▶ _What to work on_:
Repeat each record exactly as written, and drop any images.

▶ _Information supplied_:
================

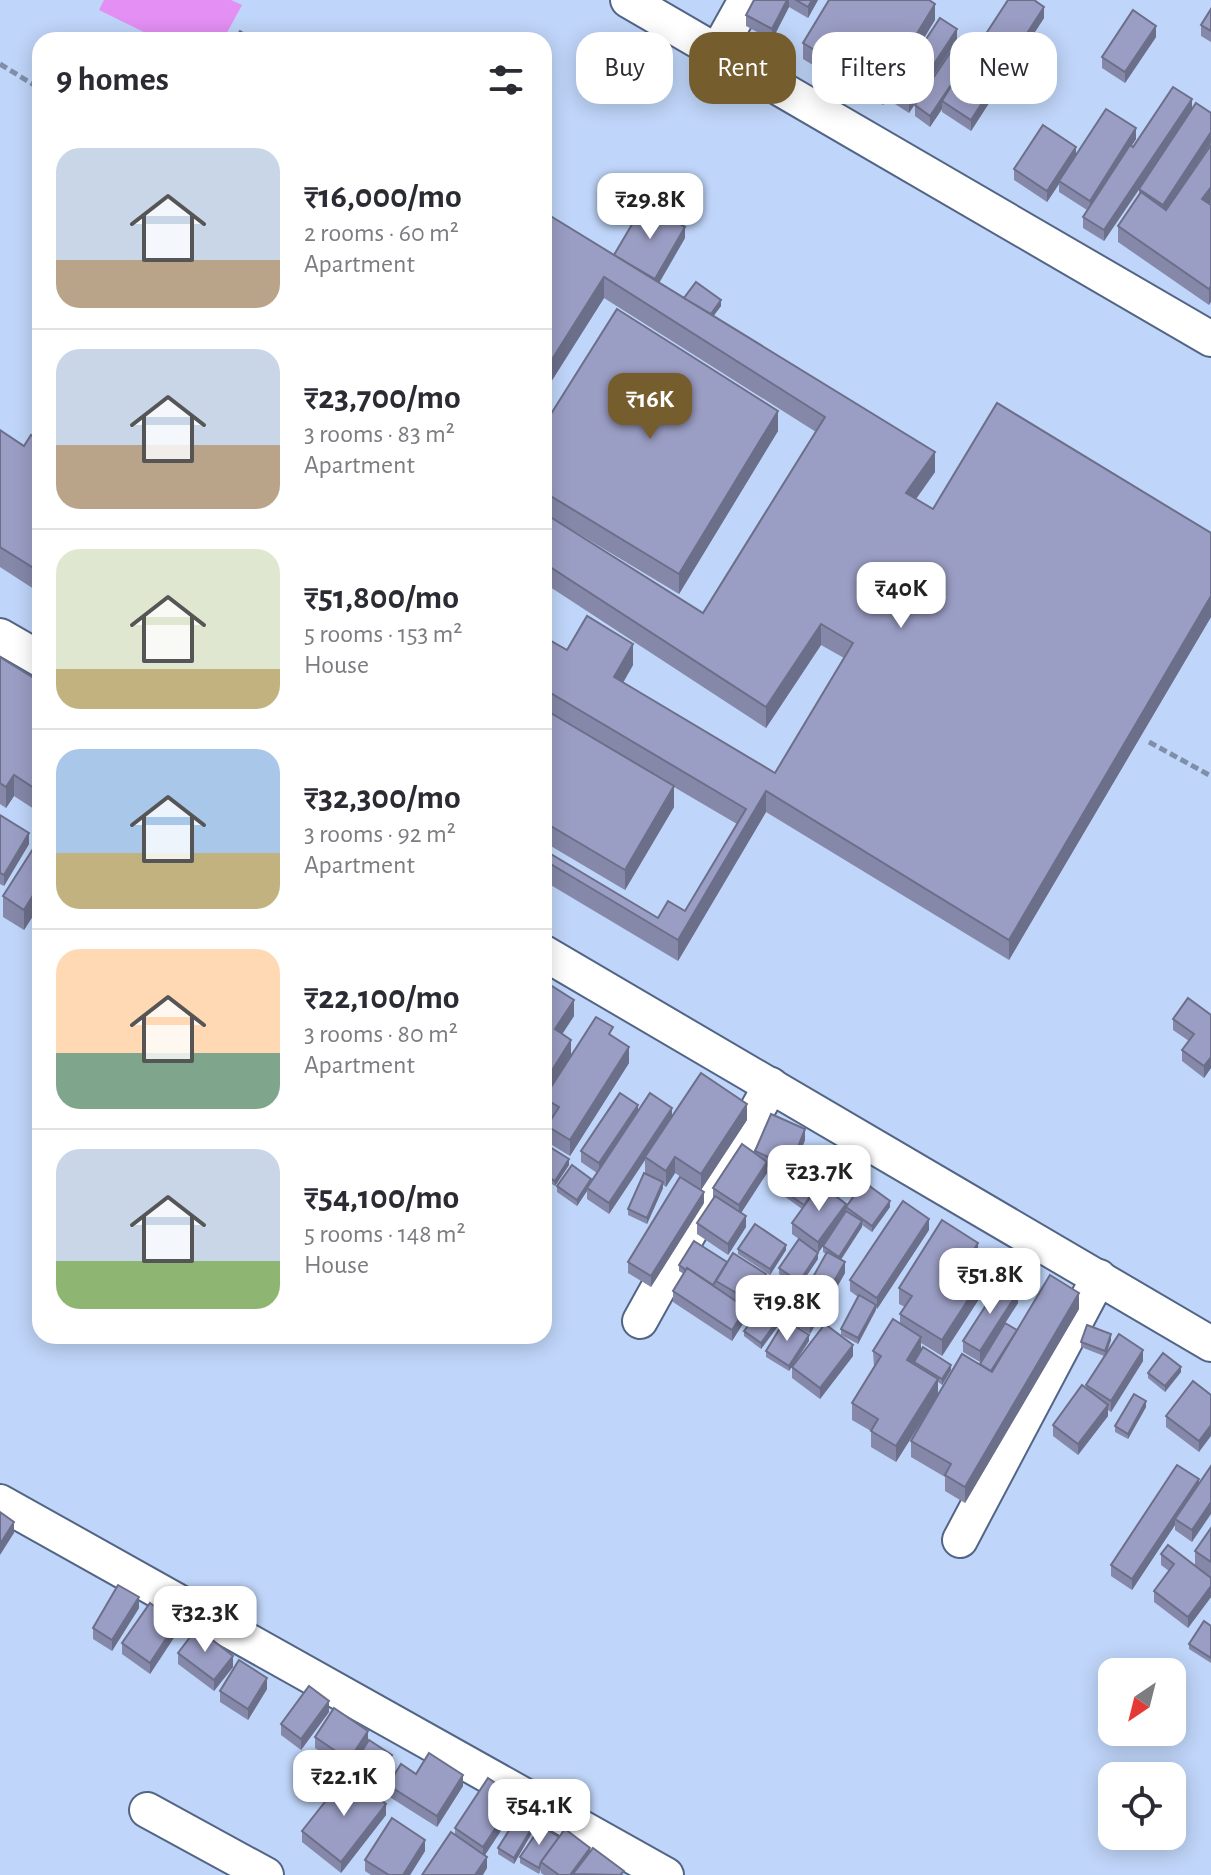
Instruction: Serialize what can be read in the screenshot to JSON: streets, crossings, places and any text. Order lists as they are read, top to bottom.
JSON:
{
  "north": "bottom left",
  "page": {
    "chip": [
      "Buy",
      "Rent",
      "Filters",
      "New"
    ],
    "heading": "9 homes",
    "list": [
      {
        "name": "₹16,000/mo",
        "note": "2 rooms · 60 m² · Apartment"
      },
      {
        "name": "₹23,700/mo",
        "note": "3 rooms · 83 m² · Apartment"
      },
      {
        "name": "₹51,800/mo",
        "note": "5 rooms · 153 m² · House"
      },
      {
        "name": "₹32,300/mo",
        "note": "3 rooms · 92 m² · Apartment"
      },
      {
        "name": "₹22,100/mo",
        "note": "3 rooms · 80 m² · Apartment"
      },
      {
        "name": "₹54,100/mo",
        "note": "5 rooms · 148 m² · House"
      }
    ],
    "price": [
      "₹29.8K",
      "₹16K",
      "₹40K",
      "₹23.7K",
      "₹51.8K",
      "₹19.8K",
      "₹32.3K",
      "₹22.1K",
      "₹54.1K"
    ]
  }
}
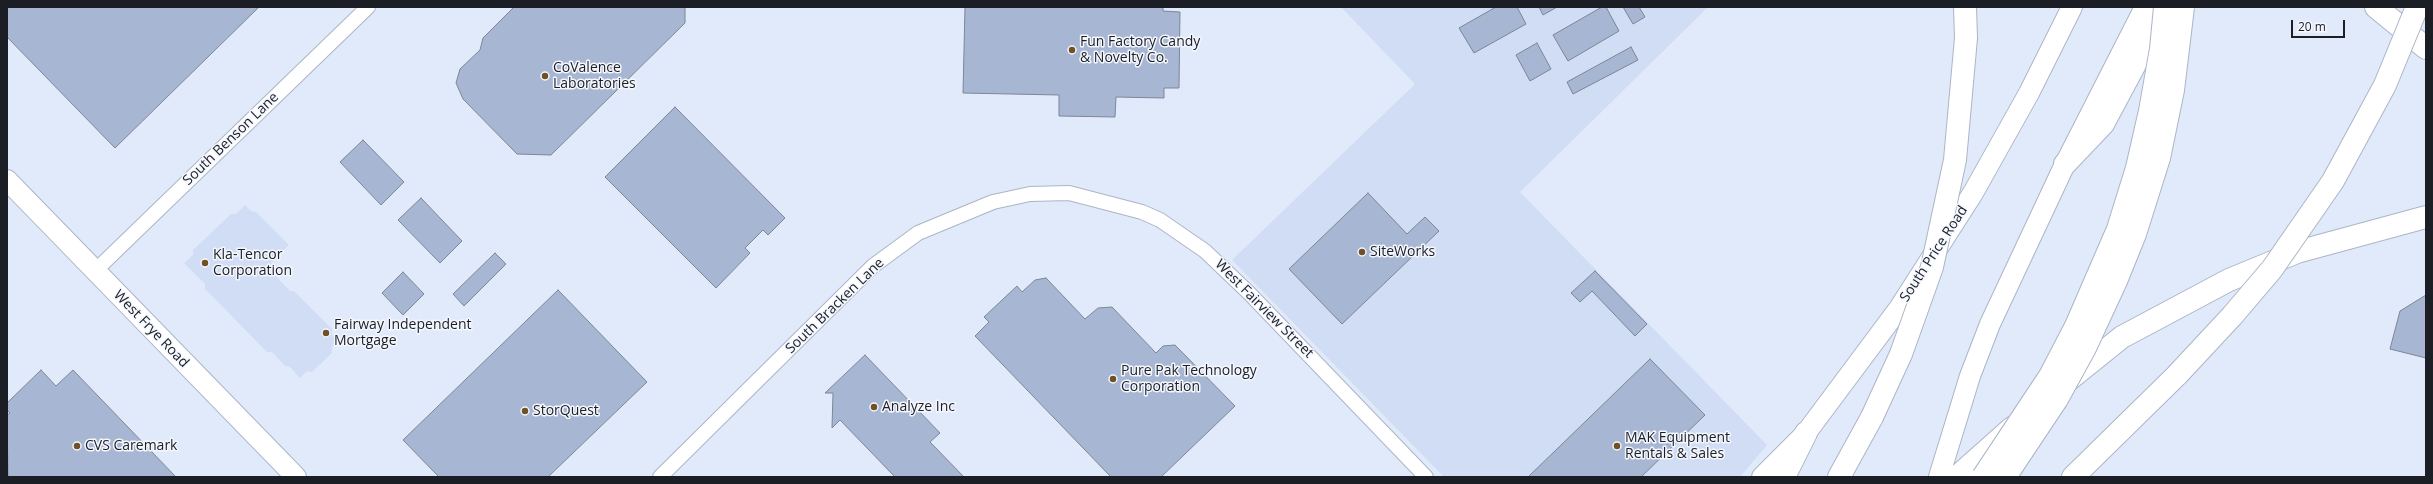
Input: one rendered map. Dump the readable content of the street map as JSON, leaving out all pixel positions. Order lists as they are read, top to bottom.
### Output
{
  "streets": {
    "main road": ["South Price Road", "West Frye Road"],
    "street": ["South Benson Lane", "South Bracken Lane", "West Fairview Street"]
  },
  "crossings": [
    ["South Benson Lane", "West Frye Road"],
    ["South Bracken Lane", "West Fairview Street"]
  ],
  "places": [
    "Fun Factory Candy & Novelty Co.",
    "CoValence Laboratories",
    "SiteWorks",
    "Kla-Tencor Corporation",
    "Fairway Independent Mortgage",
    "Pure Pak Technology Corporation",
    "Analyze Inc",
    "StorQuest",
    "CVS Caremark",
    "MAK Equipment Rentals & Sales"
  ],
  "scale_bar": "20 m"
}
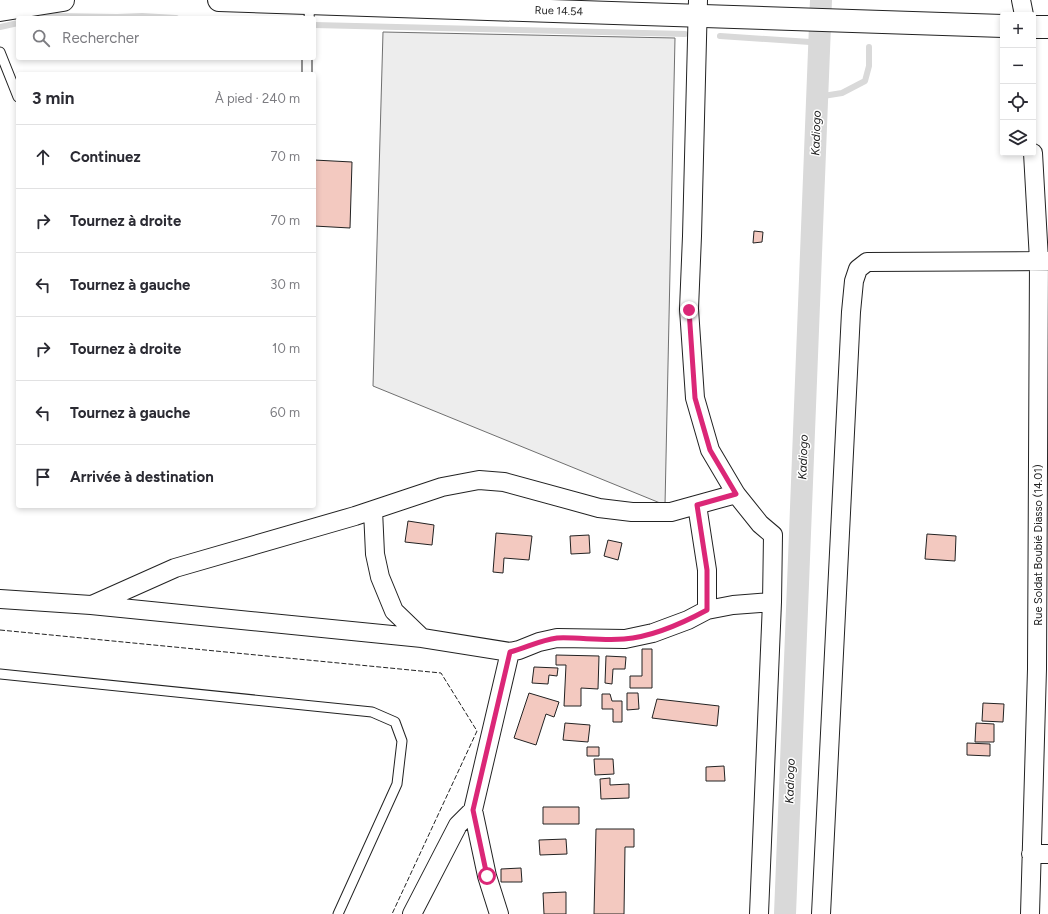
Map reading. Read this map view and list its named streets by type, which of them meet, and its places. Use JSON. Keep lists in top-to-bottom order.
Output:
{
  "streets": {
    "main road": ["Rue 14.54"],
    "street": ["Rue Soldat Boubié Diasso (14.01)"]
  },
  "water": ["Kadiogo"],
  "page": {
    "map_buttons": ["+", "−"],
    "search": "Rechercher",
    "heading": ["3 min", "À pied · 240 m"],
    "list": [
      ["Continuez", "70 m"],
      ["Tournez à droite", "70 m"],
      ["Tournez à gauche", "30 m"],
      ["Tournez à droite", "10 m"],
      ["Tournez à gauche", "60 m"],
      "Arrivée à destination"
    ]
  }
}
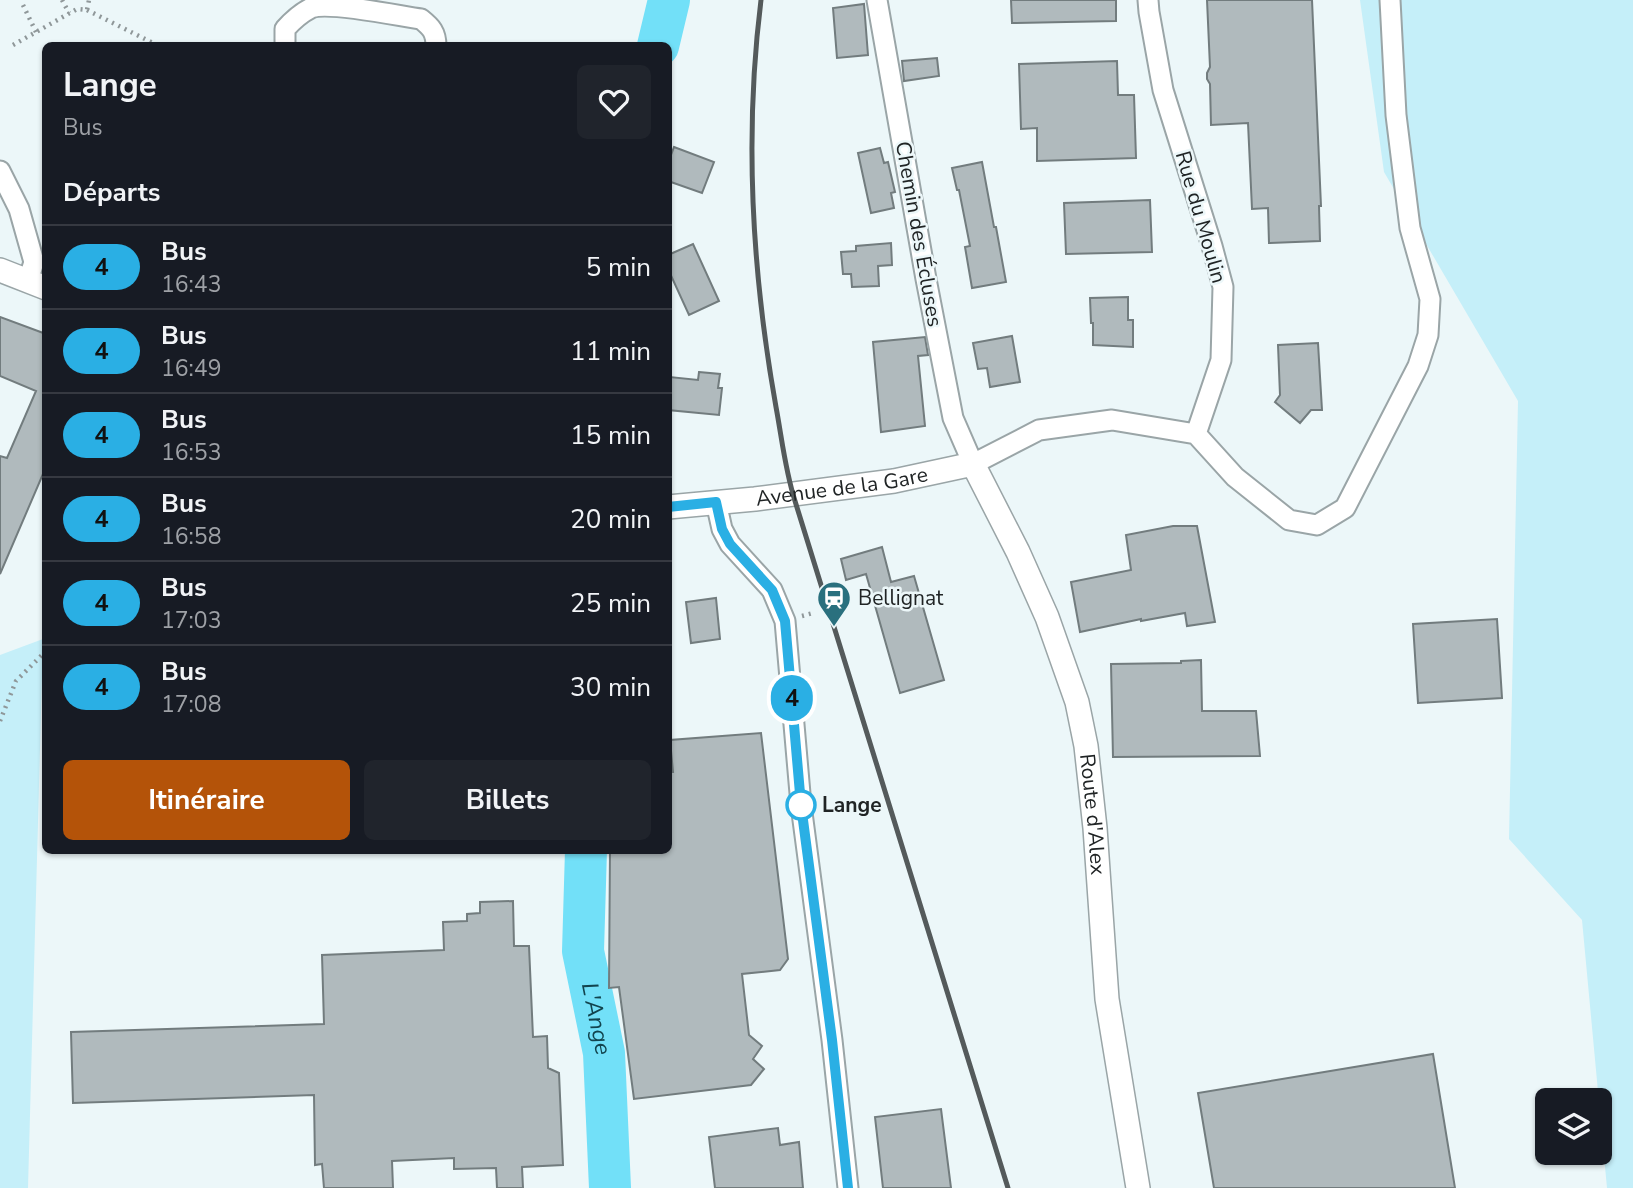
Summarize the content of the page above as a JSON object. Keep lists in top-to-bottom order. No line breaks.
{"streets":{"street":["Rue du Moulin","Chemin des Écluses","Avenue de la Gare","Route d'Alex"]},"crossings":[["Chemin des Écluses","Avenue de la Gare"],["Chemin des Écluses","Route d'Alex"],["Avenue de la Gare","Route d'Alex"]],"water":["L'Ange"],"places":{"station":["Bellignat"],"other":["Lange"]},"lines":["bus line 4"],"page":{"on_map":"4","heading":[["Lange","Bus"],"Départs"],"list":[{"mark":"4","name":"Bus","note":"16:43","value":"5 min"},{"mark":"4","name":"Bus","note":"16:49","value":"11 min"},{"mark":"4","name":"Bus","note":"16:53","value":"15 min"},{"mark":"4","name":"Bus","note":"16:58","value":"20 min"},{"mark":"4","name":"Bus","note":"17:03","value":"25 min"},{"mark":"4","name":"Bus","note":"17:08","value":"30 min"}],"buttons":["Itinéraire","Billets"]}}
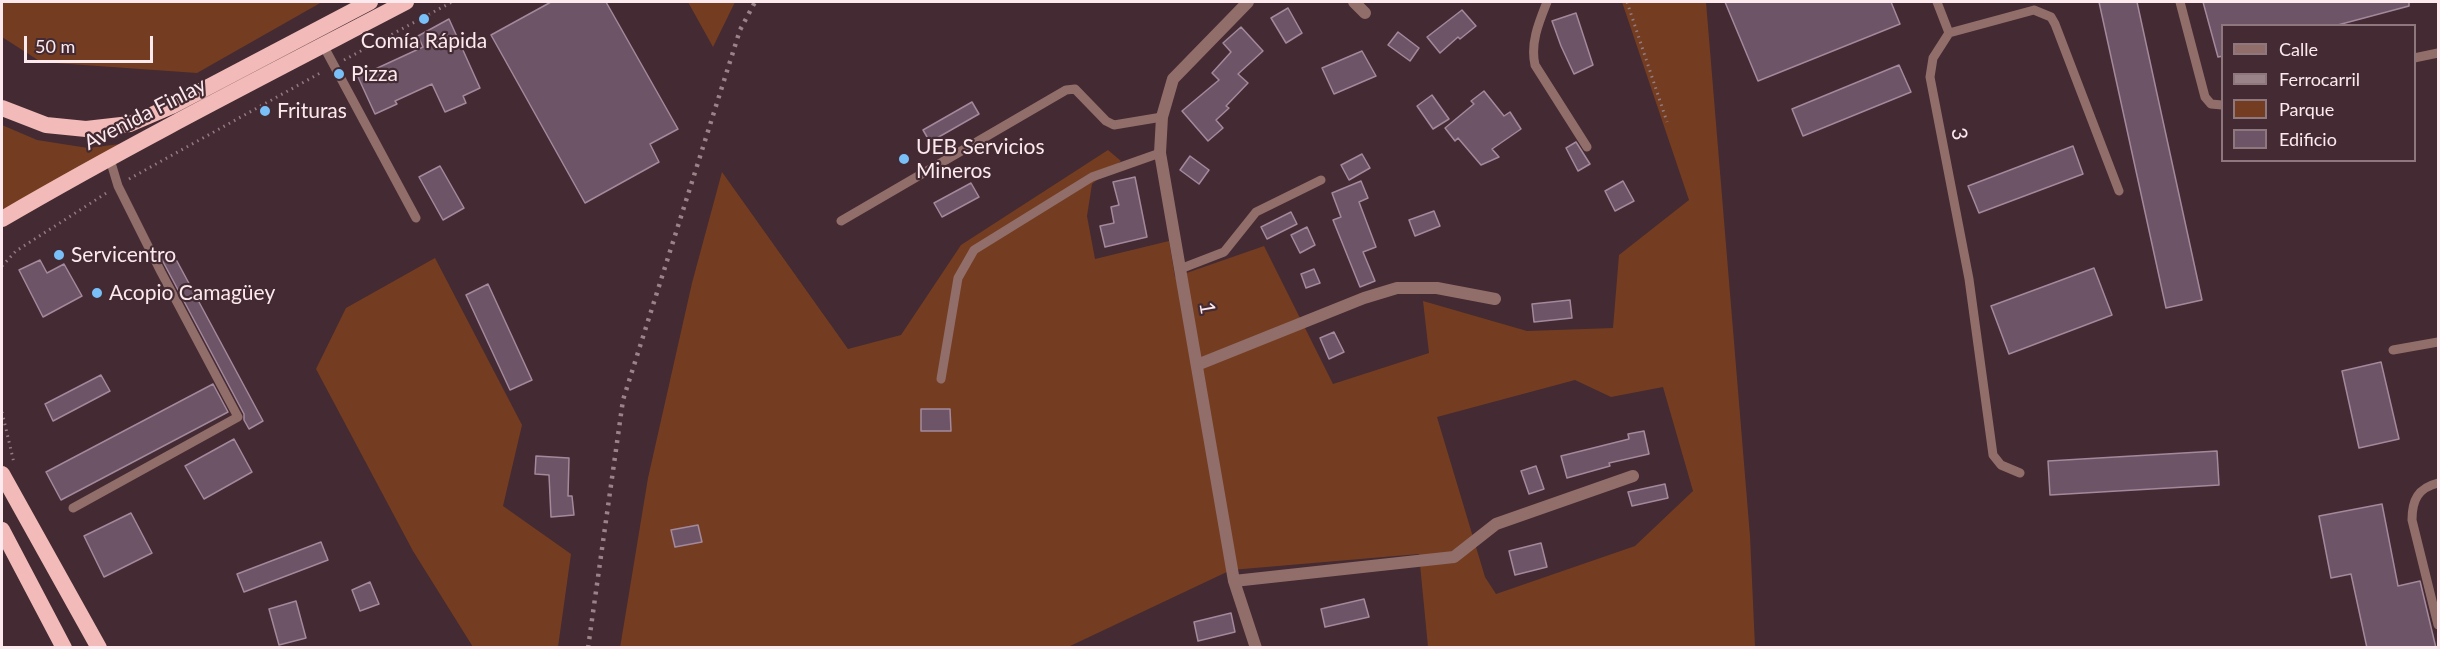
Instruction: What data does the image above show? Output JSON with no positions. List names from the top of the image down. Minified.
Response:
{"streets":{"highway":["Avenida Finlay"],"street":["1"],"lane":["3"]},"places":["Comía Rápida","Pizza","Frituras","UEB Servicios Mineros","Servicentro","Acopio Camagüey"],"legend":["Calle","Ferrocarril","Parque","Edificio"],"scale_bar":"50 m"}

================

▶ _Problem solution_:
Instruction: Serialize what can be read in the screenshot to JSON: streets, crossings, places and any text. Order lists as they are read, top to bottom.
JSON:
{
  "north": "bottom left",
  "page": {
    "chip": [
      "Buy",
      "Rent",
      "Filters",
      "New"
    ],
    "heading": "9 homes",
    "list": [
      {
        "name": "₹16,000/mo",
        "note": "2 rooms · 60 m² · Apartment"
      },
      {
        "name": "₹23,700/mo",
        "note": "3 rooms · 83 m² · Apartment"
      },
      {
        "name": "₹51,800/mo",
        "note": "5 rooms · 153 m² · House"
      },
      {
        "name": "₹32,300/mo",
        "note": "3 rooms · 92 m² · Apartment"
      },
      {
        "name": "₹22,100/mo",
        "note": "3 rooms · 80 m² · Apartment"
      },
      {
        "name": "₹54,100/mo",
        "note": "5 rooms · 148 m² · House"
      }
    ],
    "price": [
      "₹29.8K",
      "₹16K",
      "₹40K",
      "₹23.7K",
      "₹51.8K",
      "₹19.8K",
      "₹32.3K",
      "₹22.1K",
      "₹54.1K"
    ]
  }
}
Input: one rendered map. Dump the readable content of the street map as JSON, leaving out all pixel positions. Order lists as they are read, top to bottom.
### Output
{
  "streets": {
    "main road": ["South Price Road", "West Frye Road"],
    "street": ["South Benson Lane", "South Bracken Lane", "West Fairview Street"]
  },
  "crossings": [
    ["South Benson Lane", "West Frye Road"],
    ["South Bracken Lane", "West Fairview Street"]
  ],
  "places": [
    "Fun Factory Candy & Novelty Co.",
    "CoValence Laboratories",
    "SiteWorks",
    "Kla-Tencor Corporation",
    "Fairway Independent Mortgage",
    "Pure Pak Technology Corporation",
    "Analyze Inc",
    "StorQuest",
    "CVS Caremark",
    "MAK Equipment Rentals & Sales"
  ],
  "scale_bar": "20 m"
}
Map reading. Read this map view and list its named streets by type, which of them meet, and its places. Use JSON. Keep lists in top-to-bottom order.
Output:
{
  "streets": {
    "main road": ["Rue 14.54"],
    "street": ["Rue Soldat Boubié Diasso (14.01)"]
  },
  "water": ["Kadiogo"],
  "page": {
    "map_buttons": ["+", "−"],
    "search": "Rechercher",
    "heading": ["3 min", "À pied · 240 m"],
    "list": [
      ["Continuez", "70 m"],
      ["Tournez à droite", "70 m"],
      ["Tournez à gauche", "30 m"],
      ["Tournez à droite", "10 m"],
      ["Tournez à gauche", "60 m"],
      "Arrivée à destination"
    ]
  }
}
Summarize the content of the page above as a JSON object. Keep lists in top-to-bottom order. No line breaks.
{"streets":{"street":["Rue du Moulin","Chemin des Écluses","Avenue de la Gare","Route d'Alex"]},"crossings":[["Chemin des Écluses","Avenue de la Gare"],["Chemin des Écluses","Route d'Alex"],["Avenue de la Gare","Route d'Alex"]],"water":["L'Ange"],"places":{"station":["Bellignat"],"other":["Lange"]},"lines":["bus line 4"],"page":{"on_map":"4","heading":[["Lange","Bus"],"Départs"],"list":[{"mark":"4","name":"Bus","note":"16:43","value":"5 min"},{"mark":"4","name":"Bus","note":"16:49","value":"11 min"},{"mark":"4","name":"Bus","note":"16:53","value":"15 min"},{"mark":"4","name":"Bus","note":"16:58","value":"20 min"},{"mark":"4","name":"Bus","note":"17:03","value":"25 min"},{"mark":"4","name":"Bus","note":"17:08","value":"30 min"}],"buttons":["Itinéraire","Billets"]}}
Instruction: What data does the image above show? Output JSON with no positions. List names from the top of the image down. Minified.
Response:
{"streets":{"highway":["Avenida Finlay"],"street":["1"],"lane":["3"]},"places":["Comía Rápida","Pizza","Frituras","UEB Servicios Mineros","Servicentro","Acopio Camagüey"],"legend":["Calle","Ferrocarril","Parque","Edificio"],"scale_bar":"50 m"}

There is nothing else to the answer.